大地主と大魔女の娘


 ざばぁ! っと湖面がざわめき、水しぶきが上がった。

 真っ白い毛並みの馬が、水面に立っていた。

 ただの馬ではない。

 その頭にはねじれた角がある。

 ――魔物だ。

 本当にいたんだ。

 少し震えてしまったが、わくわくもしてしまう。

 弟と顔を見合わせた。

「すっっごいや! 本当に魔物がいた! 酒を飲みに出てきた!!」


 ★ ★ ★


 魔物は目をギラギラさせて、俺達を睨んだ。

 弟を背にかばう。

 魔物は水面を走り、そのまま突進してきた。

 だが魔物は樽まで来るとピタリと止まる。

『おおおおおおおおおぅ……!』

「な、何だよ、魔物? 腹でも痛いのか?」

『黙れ・黙れ・黙れ!』

「弟が失礼した、魔物殿」

『っくっ……。
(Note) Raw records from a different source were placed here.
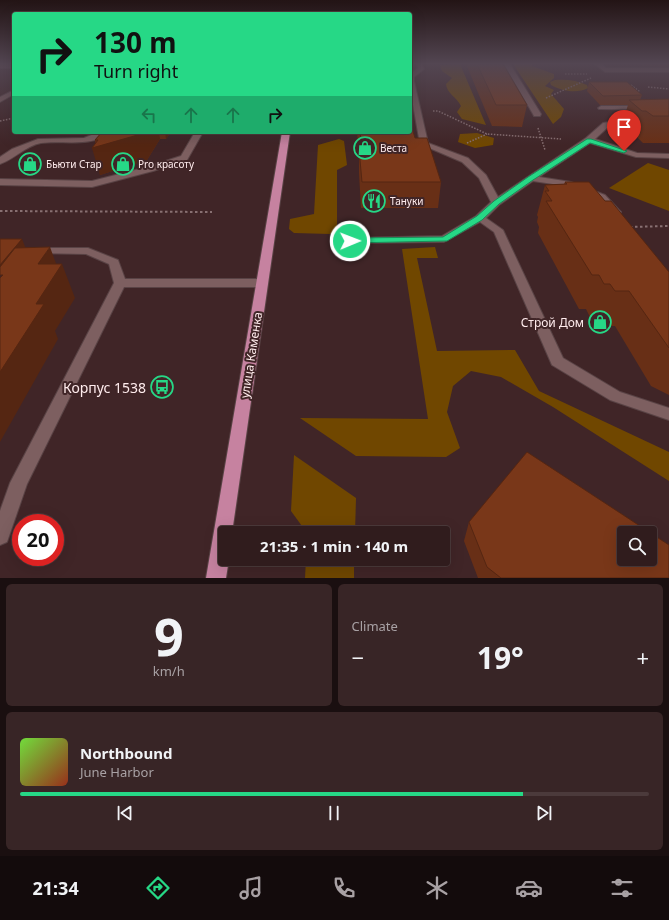 <!DOCTYPE html>
<meta charset="utf-8">
<style>
:root{--surface:#301c1d;--page:#382526;--text:#f1f3f6;--muted:#a8a1a4;--line:#4b3a3b;--accent:#26d886}
body{margin:0;font-family:"Noto Sans",sans-serif;background:var(--page);color:var(--text);height:100vh;display:flex;flex-direction:column;font-size:15px;white-space:nowrap}
*{box-sizing:border-box;margin:0}
p{font-size:13px;color:var(--muted)}
.icon{flex:none;width:22px;height:22px;fill:none;stroke:currentColor;stroke-width:2;stroke-linecap:round;stroke-linejoin:round}
.map{position:relative;height:578px;overflow:hidden}
.panel{display:flex;flex-direction:column;gap:6px;padding:6px;background:#1a0f10;flex:1}
.panel>*{flex:none}
.top-card{position:absolute;left:12px;top:12px;width:400px;height:122px;border-radius:4px;box-shadow:0 4px 16px #0002,0 0 0 1px var(--line);background:#26d886;color:#111;overflow:hidden}
.tools{position:absolute;left:617px;top:526px;display:grid;gap:8px}
.tools a{display:grid;place-items:center;width:40px;height:40px;border-radius:4px;background:var(--surface);box-shadow:0 4px 16px #0002,0 0 0 1px var(--line);font-size:20px}
.speed{position:absolute;left:12px;top:514px;display:flex;gap:8px;font-size:20px;font-weight:700;text-align:center}
.speed>*{display:grid;place-content:center;width:52px;height:52px;border-radius:50%;background:var(--surface);box-shadow:0 4px 16px #0002,0 0 0 1px var(--line);line-height:1}
.speed .limit{border:6px solid #d22;background:#fff;color:#111}
.pin{position:absolute;display:grid;place-items:center;width:34px;height:34px;color:#fff;margin:-41px -17px;border-radius:50% 50% 50% 0;rotate:-45deg;box-shadow:0 0 4px #0007}
.pin .icon{rotate:45deg}
.me{position:absolute;width:44px;margin:-22px;rotate:89deg;stroke-linejoin:round;filter:drop-shadow(0 0 3px #0008)}
.turn{display:flex;align-items:center;gap:14px;height:84px;padding:0 16px;font-size:18px}
.turn .icon{width:52px;height:52px;stroke-width:2.5}
.turn b{display:block;font-size:28px;line-height:34px}
.lanes{display:flex;align-items:center;height:38px;padding:0 16px;background:#0003;justify-content:center;gap:20px;direction:ltr}
.lanes .off{opacity:.35}
.big{font-size:30px;font-weight:700;line-height:1.1}
.panel .widget{flex:1;display:flex;flex-direction:column;justify-content:center;gap:6px;min-width:0;padding:0 14px;border-radius:6px;background:var(--page)}
.panel .dial{align-items:center;gap:0}
.dial b{font-size:52px;line-height:1}
.song{display:flex;align-items:center;gap:12px}
.cover{width:48px;height:48px;border-radius:6px;background:linear-gradient(135deg,hsl(100 70% 55%),hsl(10 70% 35%))}
.played{height:4px;border-radius:2px;background:linear-gradient(90deg,var(--accent) 80%,var(--line) 80%)}
.keys{display:flex;justify-content:space-around;direction:ltr}
.heat{display:flex;justify-content:space-between;align-items:center;font-size:22px;direction:ltr}
.panel .tiles{flex:1;display:grid;gap:6px;grid-template-columns:1fr 1fr}
.widget:last-child{grid-column:span 2}
.trip{position:absolute;left:218px;top:526px;width:232px;height:40px;border-radius:4px;background:var(--surface);box-shadow:0 4px 16px #0002,0 0 0 1px var(--line);font-weight:700;line-height:40px;text-align:center}
.dock{display:flex;height:64px;justify-content:space-around;align-items:center;background:#130b0c;color:var(--muted)}
.dock .icon{width:28px;height:28px}
.dock .current{color:var(--accent)}
.dock b{font-size:18px;color:var(--text)}
.map>svg:first-child{display:block}
.green{fill:#704700}
.lines{fill:none;stroke-linecap:round;stroke-linejoin:round}
.minor-casing{stroke:#594345;stroke-width:2}
.major-casing{stroke:#594345;stroke-width:2}
.path-far1{stroke:#887072;stroke-width:1.5;stroke-dasharray:1.5 1.5;stroke-linecap:butt}
.path{stroke:#887072;stroke-width:2;stroke-dasharray:2.5 2.5;stroke-linecap:butt}
.minor{fill:#7d5f60;fill-rule:evenodd}
.major{fill:#c682a0;fill-rule:evenodd}
.wall{fill:#682f16}
.shaded-wall{fill:#552612}
.building{fill:#793719;stroke:#552612;fill-rule:evenodd}
.route{fill:#26d886;stroke:#198c57}
.labels{text-anchor:middle;dominant-baseline:central;stroke-width:4;stroke-linejoin:round;paint-order:stroke}
.far-poi-label{font-size:10px;fill:#ffeced;stroke:#402527;text-anchor:start}
.poi-label{font-size:12px;fill:#ffeced;stroke:#402527;text-anchor:end}
.street-label{font-size:12px;fill:#ffeced;stroke:#402527}
.near-poi-label{font-size:14px;fill:#ffeced;stroke:#402527;text-anchor:end}
</style>
<div class="map">
<svg width="669" height="578" viewBox="0 0 669 578">
<rect width="100%" height="100%" fill="#402527"/>
<g class="green">
<path d="M460 64 486 125 462 119 457 112 461 106C457 97 447 94 446 84L452 78 442 71 440 65Z"/>
<polygon points="513,64 533,64 532,66 554,74 554,78 545,86 554,90 551,94 564,109 561,117 553,124"/>
<path d="M555 80C566 79 577 80 587 85L588 88C577 94 561 91 551 85L550 82Z"/>
<polygon points="477,133 494,138 493,145 475,148 458,142 460,134"/>
<polygon points="339,139 344,141 347,165 337,170 337,230 330,234 294,233 289,229 290,219 314,214 318,145"/>
<polygon points="648,163 669,170 669,211 609,188"/>
<polygon points="435,247 438,258 417,258 437,351 515,350 539,391 669,452 669,481 553,407 501,377 471,371 453,386 447,412 460,448 446,457 356,456 300,418 428,419 402,249"/>
<polygon points="294,455 356,498 355,533 307,533 291,511"/>
<polygon points="306,559 354,559 354,578 305,578"/>
</g>
<g class="lines">
<g class="minor-casing">
<g id="minor">
<rect x="0" y="64" width="14" height="4"/>
<polygon points="416,64 422,64 424,69 414,77 414,81 428,143 468,158 486,175 498,197 586,138 603,123 621,120 669,119 669,123 621,124 608,127 595,139 637,153 669,154 669,158 636,157 590,143 539,177 571,182 605,195 619,210 621,212 619,214 613,214 599,199 566,186 533,181 499,205 486,218 503,230 563,358 620,392 669,408 669,420 610,400 552,365 494,232 480,222 444,242 346,243 345,241 346,239 350,238 442,236 476,216 491,202 479,178 462,162 420,144 412,99 410,99 410,95 411,95 410,74 418,68"/>
<polygon points="504,64 510,64 541,114 540,116 534,116 533,114"/>
<polygon points="595,64 602,64 606,68 669,68 669,72 605,72"/>
<polygon points="14,90 14,94 0,102 0,97"/>
<polygon points="601,106 669,106 669,110 599,109 598,108"/>
<path d="M99 132H110C93 148 62 140 41 143 25 146 13 160 0 164V157L12 149 38 139 84 138Z"/>
<polygon points="195,132 203,132 187,160 153,171 92,187 0,185 0,179 92,181 147,167 181,156"/>
<polygon points="36,248 88,248 118,260 125,279 262,279 266,280 268,283 266,286 262,287 124,287 27,484 7,542 0,545 0,511 10,483 114,283 109,264 86,254 32,253 31,251"/>
</g>
</g>
<g class="major-casing">
<polygon id="major" points="282,132 290,132 232,533 225,533 225,559 229,559 226,578 206,578"/>
</g>
<g class="path-far1">
<polyline points="565,74 587,74"/>
<polyline points="631,85 640,92"/>
<polyline points="648,87 669,89"/>
<polyline points="546,98 591,78"/>
<polyline points="433,111 438,111 487,134 561,139"/>
<polyline points="0,121 14,118"/>
<polyline points="538,128 545,150"/>
<polyline points="467,143 487,134"/>
</g>
<g class="path">
<polyline points="0,211 212,212"/>
<polyline points="630,227 669,226"/>
</g>
<use href="#minor" class="minor"/>
<use href="#major" class="major"/>
</g>
<g class="wall">
<polygon points="466,64 503,64 527,105 522,127 492,126"/>
<polygon points="640,64 669,64 669,67 643,66"/>
<polygon points="589,82 642,95 640,100 669,99 669,143 643,143 637,137 633,137 621,126 628,105 600,105 587,91"/>
<polygon points="102,132 171,132 166,139 160,139 147,160 100,175 95,140"/>
<polygon points="357,132 410,132 415,138 441,182 438,208 361,208 359,173 359,155"/>
<polygon points="565,182 605,201 669,272 669,395 651,386 615,326 601,326 596,319 591,319 586,309 579,309 538,233 539,227 537,222 538,217 537,215 545,185 564,184"/>
<polygon points="469,522 669,578 478,578 464,541"/>
</g>
<g class="shaded-wall">
<polygon points="142,132 159,132 160,139 147,160 100,175 92,148"/>
<polygon points="165,132 171,132 166,139"/>
<polygon points="22,239 35,272 16,299 0,265"/>
<polygon points="50,247 58,269 62,264 75,298 55,331 58,339 0,442 0,372 38,264"/>
</g>
<g class="building">
<polygon points="477,64 503,64 527,105 496,105"/>
<polygon points="589,82 627,82 642,95 603,96"/>
<polygon points="669,99 669,116 653,116 646,111 642,111 629,100"/>
<polygon points="410,121 415,138 427,138 441,182 362,182 359,149 362,149 360,132 410,132"/>
<polygon points="102,132 142,132 141,134 92,148 98,140 95,140"/>
<polygon points="565,182 589,182 605,201 611,201 669,272 669,348 629,291 615,291 610,284 604,284 599,275 592,275 546,201 552,201 545,191 549,191 545,185 567,184"/>
<polygon points="0,239 22,239 0,265"/>
<polygon points="50,247 38,264 62,264 36,304 44,304 0,372 0,278 3,275 0,275 0,267 15,248"/>
<path d="M527 452 669 545V578H501L487 567 469 522ZM624 533H650V559H624Z"/>
</g>
<linearGradient id="sky" x2="0" y2="1"><stop stop-color="#231415"/><stop offset="0.44" stop-color="#534652"/><stop offset="1" stop-color="#534652" stop-opacity="0"/></linearGradient>
<rect width="669" height="145" fill="url(#sky)"/>
<polygon class="route" points="587,139 591,139 627,151 624,153 590,143 533,180 499,204 482,220 447,241 350,243 346,241 350,238 443,237 477,216 494,201 528,177"/>
<defs>
<g id="shop-ring" transform="scale(1.15)"><circle r="9.5" fill="#402527" stroke="#26d886" stroke-width="1.5"/><path d="M-5-2.5h2.3a2.7 3.5 0 0 1 5.4 0H5L5.5 6h-11ZM-1.5-2.5h3a1.5 2.3 0 0 0-3 0Z" fill="#26d886"/></g>
<g id="restaurant-ring" transform="scale(1.15)"><circle r="9.5" fill="#402527" stroke="#26d886" stroke-width="1.5"/><path d="M-5-6h1v4h1v-4h1v4h1v-4h1v5L-1.5 .5V6h-2V.5L-5-1ZM5-6V6H3V1.5H1.5Q1.5-4 5-6Z" fill="#26d886"/></g>
<g id="bus-ring" transform="scale(1.15)"><circle r="9.5" fill="#402527" stroke="#26d886" stroke-width="1.5"/><path d="M-5-6H5V4H4V6H2V4H-2V6H-4V4H-5ZM-3.5-4V0h7V-4ZM-3.5 1.2v1.5H-2V1.2ZM2 1.2v1.5H3.5V1.2Z" fill="#26d886"/></g>
</defs>
<g fill-rule="evenodd">
<use href="#shop-ring" x="365" y="148"/>
<use href="#shop-ring" x="30" y="164"/>
<use href="#shop-ring" x="123" y="164"/>
<use href="#restaurant-ring" x="374" y="201"/>
<use href="#shop-ring" x="600" y="322"/>
<use href="#bus-ring" x="162" y="387"/>
</g>
<g class="labels">
<g class="far-poi-label">
<text x="380" y="148">Веста</text>
<text x="46" y="164">Бьюти Стар</text>
<text x="138" y="164">Pro красоту</text>
<text x="390" y="201">Тануки</text>
</g>
<g class="poi-label">
<text x="584" y="322">Строй Дом</text>
</g>
<g class="street-label">
<text transform="translate(251 355) rotate(-81)">улица Каменка</text>
</g>
<g class="near-poi-label">
<text x="146" y="387">Корпус 1538</text>
</g>
</g>
</svg>
<div class="tools">
<a><svg class="icon" aria-label="search" viewBox="0 0 24 24"><circle cx="10" cy="10" r="6"/><path d="M15 15l6 6"/></svg></a>
</div>
<div class="speed"><div class="limit">20</div></div>
<div class="pin" style="left:624px;top:151px;background:#d93025"><svg class="icon" aria-label="arrive" viewBox="0 0 24 24"><path d="M6 21V4h12l-3 4 3 4H6"/></svg></div>
<svg class="me" style="left:350px;top:241px" viewBox="-20 -20 40 40"><circle r="17" fill="#26d886" stroke="#fff" stroke-width="3"/><path d="M0-11L8 9 0 5-8 9z" fill="#fff"/></svg>
<div class="trip">21:35 · 1 min · 140 m</div>
<div class="top-card">
<div class="turn"><svg class="icon" aria-label="right" viewBox="0 0 24 24"><path d="M7 20v-9h11M14 6l5 5-5 5"/></svg><div><b>130 m</b>Turn right</div></div>
<div class="lanes"><svg class="icon off" aria-label="left" viewBox="0 0 24 24"><path d="M17 20v-9H6M10 6l-5 5 5 5"/></svg><svg class="icon off" aria-label="ahead" viewBox="0 0 24 24"><path d="M12 20V5M6 11l6-6 6 6"/></svg><svg class="icon off" aria-label="ahead" viewBox="0 0 24 24"><path d="M12 20V5M6 11l6-6 6 6"/></svg><svg class="icon" aria-label="right" viewBox="0 0 24 24"><path d="M7 20v-9h11M14 6l5 5-5 5"/></svg></div>
</div>
</div>
<section class="panel">
<div class="tiles">
<div class="widget dial"><b>9</b><p>km/h</p></div>
<div class="widget"><p>Climate</p>
<div class="heat"><a>−</a><b class="big">19°</b><a>+</a></div>
</div>
<div class="widget">
<div class="song"><i class="cover"></i><div><b>Northbound</b><p>June Harbor</p></div></div>
<div class="played"></div>
<div class="keys"><svg class="icon" aria-label="previous" viewBox="0 0 24 24"><path d="M18 5L8 12l10 7zM5 5v14"/></svg><svg class="icon" aria-label="pause" viewBox="0 0 24 24"><path d="M8 5v14M16 5v14"/></svg><svg class="icon" aria-label="next" viewBox="0 0 24 24"><path d="M6 5l10 7-10 7zM19 5v14"/></svg></div>
</div>
</div>
</section>
<nav class="dock">
<b>21:34</b>
<svg class="icon current" aria-label="directions" viewBox="0 0 24 24"><path d="M12 3l9 9-9 9-9-9zM9 14v-3h6M13 9l2 2-2 2"/></svg>
<svg class="icon" aria-label="music" viewBox="0 0 24 24"><path d="M9 18V5l10-2v13"/><circle cx="6" cy="18" r="3"/><circle cx="16" cy="16" r="3"/></svg>
<svg class="icon" aria-label="phone" viewBox="0 0 24 24"><path d="M5 4h4l2 5-3 2q2 4 5 5l2-3 5 2v4C11 20 4 13 5 4z"/></svg>
<svg class="icon" aria-label="climate" viewBox="0 0 24 24"><path d="M12 3v18M4 7l16 10M4 17L20 7"/></svg>
<svg class="icon" aria-label="car" viewBox="0 0 24 24"><path d="M5 17H2v-5l4-1 3-4h7l3 4 3 1v5h-3M9 17h6M6 11h13"/><circle cx="7" cy="17" r="2"/><circle cx="17" cy="17" r="2"/></svg>
<svg class="icon" aria-label="filters" viewBox="0 0 24 24"><path d="M4 7h16M4 17h16"/><circle cx="9" cy="7" r="2"/><circle cx="15" cy="17" r="2"/></svg>
</nav>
おまえら、反則だろう、その見てくれは!』

「見てくれ?」

『何故、男児とはいえ、そうもエイメに生き写しなのだ!

 そのくせ、中身はアヤツと同じでは無いか! 

 こんな、こんな悔しさはあるまい。どこに怒りをぶつけていいのかわからん』

 エイメ? アヤツ? 同じなかみ?

 ふたたび弟と二人、顔を見合わせる。

 確かに父上よりも母上に似ている、とは良く言われるが。

 自分たちは母のような少女めいた所はどこにも見当たらない、と思っている。

 ――ガコォ!!

 魔物は唐突に、一角で樽のふたを一突きした。

 勢いが良すぎてしぶきがとんだ。

 酒臭い。

 そのまま魔物は樽に顔をつっこむ。

 ゴッゴッ、ゴッゴッ……。

「おい、魔物? そんなに一気に飲んで腹壊しても知らないぞ?」

『ぃやかましい! 飲まずにやっていられるか!』

 ぷっはぁー! と息継ぎと共に吐き出された。

 酒臭い。

『座れ。』

「え?」

「え?」

『いいから座れ!』


 そのまま「酒盛り」とやらに参加させられた。